When you want to cook up deliciousness in your kitchen for the holidays or a special Sunday Dinner, my Oven Roasted Rack of Pork will definitely be a crowd-pleaser. It’s easy to make and can be in your oven, roasting to perfection in less than 10 minutes. It will actually take longer to preheat your oven than it will to prep this lovely pork rib roast.
Cooking pork is really pretty easy, and since the days of overcooking pork to make sure it’s safe to eat are behind us, you can now cook your pork a little less, serving it pink, juicy and delicious.
Of course, my recipe keeps your well-done pork roast just as tasty.
Ingredients for Roasted Rack of Pork
Other than the pork rib roast, the ingredient list is short. Here we have the ingredients (mise en place) for the roasted rack of pork, which includes the vegetables for the bottom of the pan and my favorite seasoning for meats, Montreal Beef Seasoning.

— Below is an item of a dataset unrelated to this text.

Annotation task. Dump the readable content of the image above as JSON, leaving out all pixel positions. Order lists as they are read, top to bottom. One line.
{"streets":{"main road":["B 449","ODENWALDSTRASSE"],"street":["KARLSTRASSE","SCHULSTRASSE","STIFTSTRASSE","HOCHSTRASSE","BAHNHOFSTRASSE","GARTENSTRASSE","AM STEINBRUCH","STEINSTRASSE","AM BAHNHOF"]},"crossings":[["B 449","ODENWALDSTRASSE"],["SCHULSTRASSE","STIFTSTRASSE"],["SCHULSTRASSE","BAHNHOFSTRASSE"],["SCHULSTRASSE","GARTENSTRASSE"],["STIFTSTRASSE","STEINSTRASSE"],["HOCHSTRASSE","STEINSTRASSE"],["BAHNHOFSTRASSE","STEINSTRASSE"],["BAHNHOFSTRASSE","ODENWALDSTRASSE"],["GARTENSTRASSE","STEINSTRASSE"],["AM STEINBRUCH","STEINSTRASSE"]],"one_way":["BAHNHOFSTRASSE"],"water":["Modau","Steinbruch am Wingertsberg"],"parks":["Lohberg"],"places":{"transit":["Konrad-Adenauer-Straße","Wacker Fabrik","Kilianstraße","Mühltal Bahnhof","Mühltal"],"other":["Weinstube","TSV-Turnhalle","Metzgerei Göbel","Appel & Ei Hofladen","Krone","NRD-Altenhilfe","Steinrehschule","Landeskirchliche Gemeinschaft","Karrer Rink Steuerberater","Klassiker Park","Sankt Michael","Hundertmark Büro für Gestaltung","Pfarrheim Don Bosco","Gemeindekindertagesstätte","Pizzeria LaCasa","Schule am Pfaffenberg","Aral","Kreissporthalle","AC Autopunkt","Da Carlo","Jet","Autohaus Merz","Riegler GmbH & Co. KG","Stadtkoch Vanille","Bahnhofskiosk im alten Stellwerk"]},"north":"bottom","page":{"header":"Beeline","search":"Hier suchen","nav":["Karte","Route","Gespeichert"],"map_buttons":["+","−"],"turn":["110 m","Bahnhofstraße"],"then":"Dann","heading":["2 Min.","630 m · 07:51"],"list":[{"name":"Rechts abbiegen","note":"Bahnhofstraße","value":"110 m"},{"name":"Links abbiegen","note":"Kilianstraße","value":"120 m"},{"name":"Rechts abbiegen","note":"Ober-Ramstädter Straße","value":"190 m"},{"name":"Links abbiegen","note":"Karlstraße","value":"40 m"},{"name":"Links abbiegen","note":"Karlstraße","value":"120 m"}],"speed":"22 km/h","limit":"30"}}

I prefer to use mustard with my rack of pork, and for this roast, I’m using stone ground mustard; Dijon mustard or olive oil can be used instead.
How do I season a Pork Rib Roast?
Rub meat down with extra virgin olive oil and crushed garlic. Sprinkle liberally with Sea Salt and Cracked Black Pepper (or use Montreal Beef Seasoning)
Coat the top of the roast with Dijon or Stone Ground Mustard. Sprinkle liberally with Montreal Beef Seasoning.
- Place rough-cut onion, celery, and carrots (including skins and leaves) in the bottom of your roasting pan.
- Add a cup of water to the bottom of the pan before roasting. You can use stock or a combination of stock, wine, or water.
- Add roast to a baking pan (the rough-cut vegetables underneath the pork will keep the roast off the bottom of the dish to allow air to circulate more freely around the roast).
The veggies add flavor to the pan drippings.
How do you cook a pork rib roast?
There are a few simple rules for roasting meats.
- Let the roast come to room temperature for about 30 minutes.
- Roast at a high temp 450 degrees Fahrenheit for 15 minutes (30 minutes for roasts larger than 10 pounds).
- Reduce oven temp to 325 degrees Fahrenheit and cook approximately 15 minutes per pound till the desired doneness. All ovens are different, and this is an estimate. Use a meat thermometer to ensure cooking to the desired temperature.
- Cook meat uncovered in your roasting pan
- Always roast fat side up
- Use a meat thermometer to make sure the roast is at the temperature you desire. Remember your roast will increase in temperature by approximately 10 degrees after removing from the oven.
- Medium Rare 145 degrees F; Well Done 160 degrees F.
Should I cover my roast when cooking?
The answer is no. And the reason is the coating of seasonings will help keep the roast moist. If you feel better covering the roast, do it only for the first 45 minutes of cooking, uncovering for the rest of the cooking process.
What Should I Serve with a Pork Rib Roast?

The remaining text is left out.